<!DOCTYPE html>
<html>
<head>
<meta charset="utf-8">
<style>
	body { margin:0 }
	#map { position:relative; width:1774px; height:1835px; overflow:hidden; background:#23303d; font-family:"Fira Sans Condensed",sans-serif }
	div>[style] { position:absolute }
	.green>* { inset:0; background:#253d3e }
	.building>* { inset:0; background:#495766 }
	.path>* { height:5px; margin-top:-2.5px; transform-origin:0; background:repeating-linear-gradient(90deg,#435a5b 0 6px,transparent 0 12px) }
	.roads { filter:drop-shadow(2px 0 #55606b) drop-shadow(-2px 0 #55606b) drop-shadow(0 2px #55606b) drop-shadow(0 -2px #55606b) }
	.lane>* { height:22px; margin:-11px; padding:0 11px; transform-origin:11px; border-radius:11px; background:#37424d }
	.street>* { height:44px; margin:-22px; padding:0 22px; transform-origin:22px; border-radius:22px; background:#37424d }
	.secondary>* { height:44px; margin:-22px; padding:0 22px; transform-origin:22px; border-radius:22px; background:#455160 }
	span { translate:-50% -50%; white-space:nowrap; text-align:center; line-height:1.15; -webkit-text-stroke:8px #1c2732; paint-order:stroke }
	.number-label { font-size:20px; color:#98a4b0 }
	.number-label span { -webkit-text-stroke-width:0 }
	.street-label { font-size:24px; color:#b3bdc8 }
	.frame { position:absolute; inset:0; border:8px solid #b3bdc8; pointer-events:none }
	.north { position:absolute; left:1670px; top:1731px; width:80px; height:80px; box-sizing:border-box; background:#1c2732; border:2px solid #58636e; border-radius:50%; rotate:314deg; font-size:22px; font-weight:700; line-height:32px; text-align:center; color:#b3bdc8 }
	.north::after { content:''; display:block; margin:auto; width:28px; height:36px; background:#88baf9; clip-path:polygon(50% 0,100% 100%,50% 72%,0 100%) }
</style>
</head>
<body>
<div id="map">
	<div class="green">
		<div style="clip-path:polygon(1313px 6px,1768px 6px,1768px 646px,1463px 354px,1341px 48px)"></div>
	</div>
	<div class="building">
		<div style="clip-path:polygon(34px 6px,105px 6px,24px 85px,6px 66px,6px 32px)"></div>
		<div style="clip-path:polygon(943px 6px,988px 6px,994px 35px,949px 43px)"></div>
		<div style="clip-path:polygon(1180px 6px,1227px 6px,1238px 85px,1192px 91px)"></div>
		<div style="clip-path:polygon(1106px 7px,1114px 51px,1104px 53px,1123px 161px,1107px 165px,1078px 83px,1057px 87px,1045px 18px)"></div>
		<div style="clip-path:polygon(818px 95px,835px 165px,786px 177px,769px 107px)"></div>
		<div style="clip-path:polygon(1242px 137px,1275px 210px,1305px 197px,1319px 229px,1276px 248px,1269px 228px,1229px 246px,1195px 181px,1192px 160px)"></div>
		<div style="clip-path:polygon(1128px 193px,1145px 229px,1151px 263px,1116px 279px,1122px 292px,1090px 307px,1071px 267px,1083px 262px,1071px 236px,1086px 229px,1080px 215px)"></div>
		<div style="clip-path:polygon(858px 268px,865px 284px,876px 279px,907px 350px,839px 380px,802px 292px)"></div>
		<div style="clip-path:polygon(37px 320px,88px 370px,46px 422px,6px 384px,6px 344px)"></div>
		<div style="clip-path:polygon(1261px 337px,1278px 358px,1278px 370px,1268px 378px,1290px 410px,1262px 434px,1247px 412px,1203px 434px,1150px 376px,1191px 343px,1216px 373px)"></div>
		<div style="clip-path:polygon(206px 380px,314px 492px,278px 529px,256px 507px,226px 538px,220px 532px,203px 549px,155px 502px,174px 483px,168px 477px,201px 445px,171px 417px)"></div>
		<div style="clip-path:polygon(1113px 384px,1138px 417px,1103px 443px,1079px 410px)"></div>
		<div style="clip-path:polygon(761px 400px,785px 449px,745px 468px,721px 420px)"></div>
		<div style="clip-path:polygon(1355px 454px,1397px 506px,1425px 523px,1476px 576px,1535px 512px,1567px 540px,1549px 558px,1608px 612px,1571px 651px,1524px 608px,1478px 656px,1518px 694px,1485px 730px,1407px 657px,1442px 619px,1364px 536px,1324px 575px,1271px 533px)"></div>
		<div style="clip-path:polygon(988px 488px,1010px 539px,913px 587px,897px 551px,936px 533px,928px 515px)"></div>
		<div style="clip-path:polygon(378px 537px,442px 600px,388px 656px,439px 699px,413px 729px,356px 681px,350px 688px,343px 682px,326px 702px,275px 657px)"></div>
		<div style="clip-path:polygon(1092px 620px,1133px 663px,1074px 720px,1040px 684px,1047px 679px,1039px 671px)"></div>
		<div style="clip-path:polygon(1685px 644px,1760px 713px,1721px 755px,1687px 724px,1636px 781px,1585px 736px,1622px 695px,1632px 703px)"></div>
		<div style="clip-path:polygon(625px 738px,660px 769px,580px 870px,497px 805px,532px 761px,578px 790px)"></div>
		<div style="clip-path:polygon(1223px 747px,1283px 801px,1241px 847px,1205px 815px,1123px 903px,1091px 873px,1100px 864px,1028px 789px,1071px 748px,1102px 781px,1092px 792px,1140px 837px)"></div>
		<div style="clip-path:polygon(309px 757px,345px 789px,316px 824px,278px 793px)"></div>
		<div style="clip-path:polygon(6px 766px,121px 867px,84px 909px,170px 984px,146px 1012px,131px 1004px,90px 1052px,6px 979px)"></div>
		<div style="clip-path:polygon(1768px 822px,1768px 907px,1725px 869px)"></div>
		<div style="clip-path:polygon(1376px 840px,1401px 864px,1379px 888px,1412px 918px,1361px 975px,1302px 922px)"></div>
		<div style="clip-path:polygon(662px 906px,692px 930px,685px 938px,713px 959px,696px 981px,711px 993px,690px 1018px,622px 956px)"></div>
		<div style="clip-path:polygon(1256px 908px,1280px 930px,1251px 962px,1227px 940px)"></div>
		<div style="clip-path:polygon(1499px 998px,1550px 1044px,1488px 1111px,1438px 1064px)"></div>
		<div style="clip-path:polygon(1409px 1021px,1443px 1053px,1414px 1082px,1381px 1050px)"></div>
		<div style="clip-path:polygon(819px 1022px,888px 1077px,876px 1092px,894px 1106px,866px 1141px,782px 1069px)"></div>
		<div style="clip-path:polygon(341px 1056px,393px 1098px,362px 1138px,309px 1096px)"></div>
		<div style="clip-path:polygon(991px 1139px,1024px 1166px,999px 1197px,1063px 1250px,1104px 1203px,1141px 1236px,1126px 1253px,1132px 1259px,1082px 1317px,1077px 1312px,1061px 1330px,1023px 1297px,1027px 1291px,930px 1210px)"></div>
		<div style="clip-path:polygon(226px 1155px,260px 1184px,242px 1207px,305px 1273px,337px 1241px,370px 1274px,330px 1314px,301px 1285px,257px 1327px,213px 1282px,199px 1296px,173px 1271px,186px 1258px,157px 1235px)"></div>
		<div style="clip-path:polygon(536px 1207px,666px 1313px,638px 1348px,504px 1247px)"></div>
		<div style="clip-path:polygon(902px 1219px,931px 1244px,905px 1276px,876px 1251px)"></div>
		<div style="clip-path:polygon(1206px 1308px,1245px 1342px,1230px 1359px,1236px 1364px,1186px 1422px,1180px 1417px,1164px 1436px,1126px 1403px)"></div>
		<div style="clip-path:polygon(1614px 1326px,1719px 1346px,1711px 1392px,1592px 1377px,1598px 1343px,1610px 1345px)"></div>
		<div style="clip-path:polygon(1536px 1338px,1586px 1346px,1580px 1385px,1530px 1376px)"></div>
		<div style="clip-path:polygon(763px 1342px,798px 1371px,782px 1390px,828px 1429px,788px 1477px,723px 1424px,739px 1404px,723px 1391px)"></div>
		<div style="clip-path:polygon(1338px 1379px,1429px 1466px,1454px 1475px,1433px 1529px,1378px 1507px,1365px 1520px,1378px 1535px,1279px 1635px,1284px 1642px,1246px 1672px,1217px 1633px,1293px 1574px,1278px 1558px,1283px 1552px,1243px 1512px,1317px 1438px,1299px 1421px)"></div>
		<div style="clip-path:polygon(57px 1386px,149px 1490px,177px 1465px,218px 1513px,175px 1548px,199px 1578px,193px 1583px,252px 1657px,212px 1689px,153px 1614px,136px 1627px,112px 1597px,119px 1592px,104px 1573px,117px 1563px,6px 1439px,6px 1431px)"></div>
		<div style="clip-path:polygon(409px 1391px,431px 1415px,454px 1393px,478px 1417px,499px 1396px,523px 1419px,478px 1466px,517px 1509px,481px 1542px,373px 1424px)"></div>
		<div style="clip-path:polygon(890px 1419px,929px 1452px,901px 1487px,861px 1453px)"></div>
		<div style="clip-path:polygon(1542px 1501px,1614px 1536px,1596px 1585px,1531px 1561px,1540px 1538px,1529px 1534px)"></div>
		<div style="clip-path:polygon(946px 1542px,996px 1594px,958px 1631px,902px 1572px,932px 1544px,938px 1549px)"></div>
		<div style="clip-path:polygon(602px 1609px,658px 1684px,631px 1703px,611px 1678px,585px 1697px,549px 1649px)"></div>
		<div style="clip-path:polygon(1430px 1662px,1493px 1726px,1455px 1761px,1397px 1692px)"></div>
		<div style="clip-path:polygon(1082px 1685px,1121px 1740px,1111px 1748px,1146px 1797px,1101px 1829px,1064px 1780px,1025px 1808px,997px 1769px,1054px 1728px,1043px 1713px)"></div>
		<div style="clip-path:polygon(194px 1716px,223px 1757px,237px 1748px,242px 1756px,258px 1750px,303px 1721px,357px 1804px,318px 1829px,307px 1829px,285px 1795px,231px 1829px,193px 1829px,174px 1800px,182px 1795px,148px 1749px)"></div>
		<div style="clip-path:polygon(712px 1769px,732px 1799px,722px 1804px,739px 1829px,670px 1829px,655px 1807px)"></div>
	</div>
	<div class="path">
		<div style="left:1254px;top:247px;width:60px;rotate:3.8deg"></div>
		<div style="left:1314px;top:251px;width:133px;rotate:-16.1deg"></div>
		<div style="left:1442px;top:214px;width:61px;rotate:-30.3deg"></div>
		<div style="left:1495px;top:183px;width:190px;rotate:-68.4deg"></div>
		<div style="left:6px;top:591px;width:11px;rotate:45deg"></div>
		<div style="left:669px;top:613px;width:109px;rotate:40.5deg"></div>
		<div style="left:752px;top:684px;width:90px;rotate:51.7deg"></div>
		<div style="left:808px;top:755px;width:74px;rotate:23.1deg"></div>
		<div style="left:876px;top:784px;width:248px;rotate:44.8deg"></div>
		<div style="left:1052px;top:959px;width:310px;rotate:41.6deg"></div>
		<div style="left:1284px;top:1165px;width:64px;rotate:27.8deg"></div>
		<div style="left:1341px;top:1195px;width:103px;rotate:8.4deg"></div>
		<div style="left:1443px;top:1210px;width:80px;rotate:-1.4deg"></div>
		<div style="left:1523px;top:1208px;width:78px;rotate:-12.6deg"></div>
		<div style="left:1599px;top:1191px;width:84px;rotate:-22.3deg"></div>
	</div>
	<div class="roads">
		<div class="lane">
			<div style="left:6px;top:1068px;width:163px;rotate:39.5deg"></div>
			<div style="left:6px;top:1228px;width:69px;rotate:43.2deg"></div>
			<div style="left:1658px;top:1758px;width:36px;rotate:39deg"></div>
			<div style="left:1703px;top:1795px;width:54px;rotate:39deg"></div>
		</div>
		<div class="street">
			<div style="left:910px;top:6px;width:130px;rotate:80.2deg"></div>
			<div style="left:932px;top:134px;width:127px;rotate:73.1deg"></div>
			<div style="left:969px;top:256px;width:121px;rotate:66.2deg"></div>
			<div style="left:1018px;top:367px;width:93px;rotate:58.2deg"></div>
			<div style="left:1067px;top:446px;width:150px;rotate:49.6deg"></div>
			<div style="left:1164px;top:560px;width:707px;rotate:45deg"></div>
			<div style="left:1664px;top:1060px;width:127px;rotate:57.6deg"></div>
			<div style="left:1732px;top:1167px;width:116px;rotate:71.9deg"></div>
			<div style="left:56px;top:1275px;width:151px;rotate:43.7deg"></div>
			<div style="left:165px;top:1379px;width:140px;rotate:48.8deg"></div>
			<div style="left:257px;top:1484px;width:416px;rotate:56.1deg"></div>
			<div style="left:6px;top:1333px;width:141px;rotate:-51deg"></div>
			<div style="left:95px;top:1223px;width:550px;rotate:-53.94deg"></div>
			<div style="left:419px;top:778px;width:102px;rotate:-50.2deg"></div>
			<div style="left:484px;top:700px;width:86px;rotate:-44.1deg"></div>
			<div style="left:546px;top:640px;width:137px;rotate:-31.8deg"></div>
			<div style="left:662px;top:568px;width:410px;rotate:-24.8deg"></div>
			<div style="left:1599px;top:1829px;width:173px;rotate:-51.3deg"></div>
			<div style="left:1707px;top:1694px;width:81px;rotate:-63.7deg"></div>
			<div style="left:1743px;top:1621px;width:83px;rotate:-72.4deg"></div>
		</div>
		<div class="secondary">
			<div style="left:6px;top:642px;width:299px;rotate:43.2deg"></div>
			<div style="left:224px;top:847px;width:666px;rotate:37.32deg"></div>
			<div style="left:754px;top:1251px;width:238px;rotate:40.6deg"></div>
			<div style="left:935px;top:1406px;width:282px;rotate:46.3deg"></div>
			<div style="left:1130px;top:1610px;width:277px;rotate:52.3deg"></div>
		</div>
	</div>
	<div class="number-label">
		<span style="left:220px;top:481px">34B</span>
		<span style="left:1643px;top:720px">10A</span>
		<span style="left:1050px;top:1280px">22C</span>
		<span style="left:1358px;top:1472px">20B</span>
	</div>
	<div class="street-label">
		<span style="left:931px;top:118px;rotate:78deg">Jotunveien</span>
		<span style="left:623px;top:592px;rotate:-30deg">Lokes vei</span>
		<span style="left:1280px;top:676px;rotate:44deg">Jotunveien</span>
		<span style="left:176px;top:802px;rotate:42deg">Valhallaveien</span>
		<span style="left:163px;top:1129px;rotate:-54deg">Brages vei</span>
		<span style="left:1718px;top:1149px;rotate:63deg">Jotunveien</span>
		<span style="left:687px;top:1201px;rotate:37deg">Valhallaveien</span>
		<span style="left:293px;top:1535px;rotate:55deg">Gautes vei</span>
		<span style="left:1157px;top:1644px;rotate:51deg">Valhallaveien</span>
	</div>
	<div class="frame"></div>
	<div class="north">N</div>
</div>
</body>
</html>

> _DESCRIPTION OF THE TASK_:
Copy out each line of the material above, word for word, from the first down to the line containing "position:relative; width:1774px; height:1835px;". Add nothing.

> _ANSWER SPACE_:
<!DOCTYPE html>
<html>
<head>
<meta charset="utf-8">
<style>
	body { margin:0 }
	#map { position:relative; width:1774px; height:1835px; overflow:hidden; background:#23303d; font-family:"Fira Sans Condensed",sans-serif }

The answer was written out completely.